• Available records:
==================================================

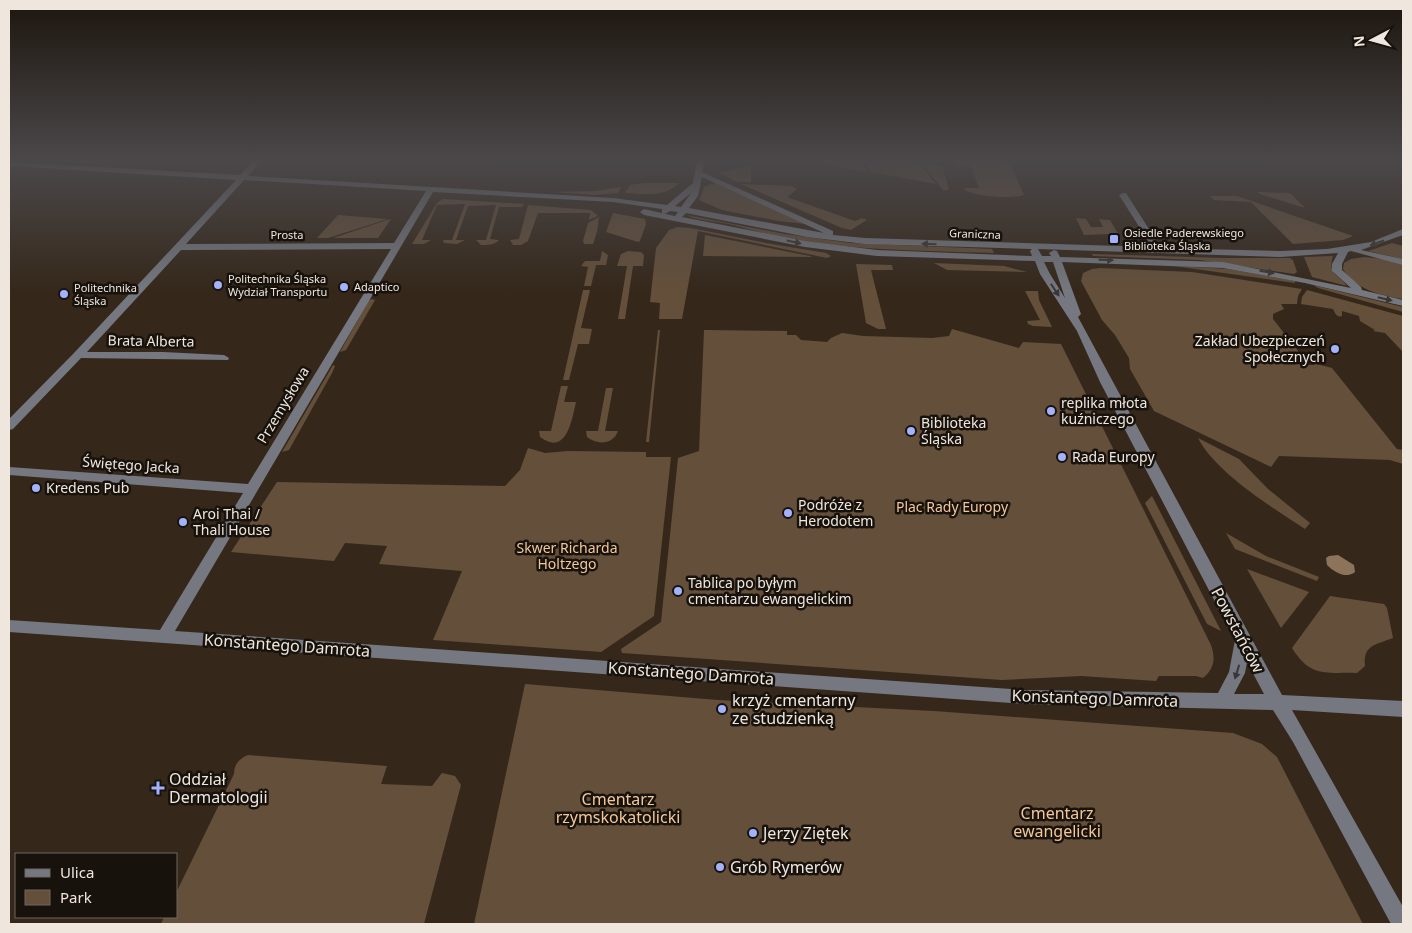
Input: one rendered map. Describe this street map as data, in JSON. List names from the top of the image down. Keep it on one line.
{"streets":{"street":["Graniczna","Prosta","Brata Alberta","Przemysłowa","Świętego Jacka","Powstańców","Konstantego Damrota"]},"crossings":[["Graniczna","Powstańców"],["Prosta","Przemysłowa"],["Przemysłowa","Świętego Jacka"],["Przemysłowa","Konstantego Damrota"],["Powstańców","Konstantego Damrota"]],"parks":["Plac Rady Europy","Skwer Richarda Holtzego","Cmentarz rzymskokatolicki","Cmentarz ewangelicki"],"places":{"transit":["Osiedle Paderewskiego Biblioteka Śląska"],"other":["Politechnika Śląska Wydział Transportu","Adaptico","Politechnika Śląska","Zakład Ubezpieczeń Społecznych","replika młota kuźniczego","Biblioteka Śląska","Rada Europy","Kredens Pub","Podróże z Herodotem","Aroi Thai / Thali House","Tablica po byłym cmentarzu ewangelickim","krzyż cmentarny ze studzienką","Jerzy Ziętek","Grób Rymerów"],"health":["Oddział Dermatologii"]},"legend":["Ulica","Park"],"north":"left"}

==================================================

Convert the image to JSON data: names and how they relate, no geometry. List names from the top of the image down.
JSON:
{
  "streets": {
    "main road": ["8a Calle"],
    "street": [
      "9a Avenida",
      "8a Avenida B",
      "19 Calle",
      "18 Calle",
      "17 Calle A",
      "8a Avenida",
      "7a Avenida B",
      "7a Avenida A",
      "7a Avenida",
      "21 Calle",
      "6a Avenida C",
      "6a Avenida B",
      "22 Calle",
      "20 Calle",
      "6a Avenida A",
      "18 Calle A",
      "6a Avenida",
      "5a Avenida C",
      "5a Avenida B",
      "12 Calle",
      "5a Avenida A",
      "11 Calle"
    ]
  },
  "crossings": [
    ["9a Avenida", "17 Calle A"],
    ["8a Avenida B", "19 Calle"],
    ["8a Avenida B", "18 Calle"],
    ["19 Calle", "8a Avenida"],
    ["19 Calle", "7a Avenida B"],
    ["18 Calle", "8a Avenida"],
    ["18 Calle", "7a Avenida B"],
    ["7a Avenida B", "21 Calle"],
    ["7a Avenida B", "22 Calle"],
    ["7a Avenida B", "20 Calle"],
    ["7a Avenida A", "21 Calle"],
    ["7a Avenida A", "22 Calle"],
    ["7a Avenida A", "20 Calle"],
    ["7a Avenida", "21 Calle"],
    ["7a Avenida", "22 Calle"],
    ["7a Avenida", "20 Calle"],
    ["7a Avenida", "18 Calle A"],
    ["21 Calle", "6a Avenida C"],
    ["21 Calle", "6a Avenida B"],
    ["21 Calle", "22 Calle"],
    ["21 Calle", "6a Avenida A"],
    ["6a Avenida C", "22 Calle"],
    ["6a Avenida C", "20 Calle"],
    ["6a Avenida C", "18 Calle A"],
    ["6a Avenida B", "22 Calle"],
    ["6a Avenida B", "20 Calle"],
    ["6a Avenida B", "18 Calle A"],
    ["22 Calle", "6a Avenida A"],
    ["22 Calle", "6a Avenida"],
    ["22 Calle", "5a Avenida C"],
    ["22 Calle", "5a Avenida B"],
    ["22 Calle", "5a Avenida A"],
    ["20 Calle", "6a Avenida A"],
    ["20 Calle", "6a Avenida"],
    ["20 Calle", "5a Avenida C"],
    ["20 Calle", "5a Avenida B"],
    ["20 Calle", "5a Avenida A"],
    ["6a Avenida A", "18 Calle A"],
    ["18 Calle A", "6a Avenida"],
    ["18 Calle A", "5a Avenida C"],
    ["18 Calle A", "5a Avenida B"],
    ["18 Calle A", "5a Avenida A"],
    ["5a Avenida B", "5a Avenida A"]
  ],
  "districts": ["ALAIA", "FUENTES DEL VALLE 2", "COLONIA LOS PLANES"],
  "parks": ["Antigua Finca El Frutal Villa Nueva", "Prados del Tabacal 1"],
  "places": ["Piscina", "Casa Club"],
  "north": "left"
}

==================================================

• Exercise requirements:
If a line of the data contains "names", it counts; report the number of such lines and nothing else.

• Solution for this task:
2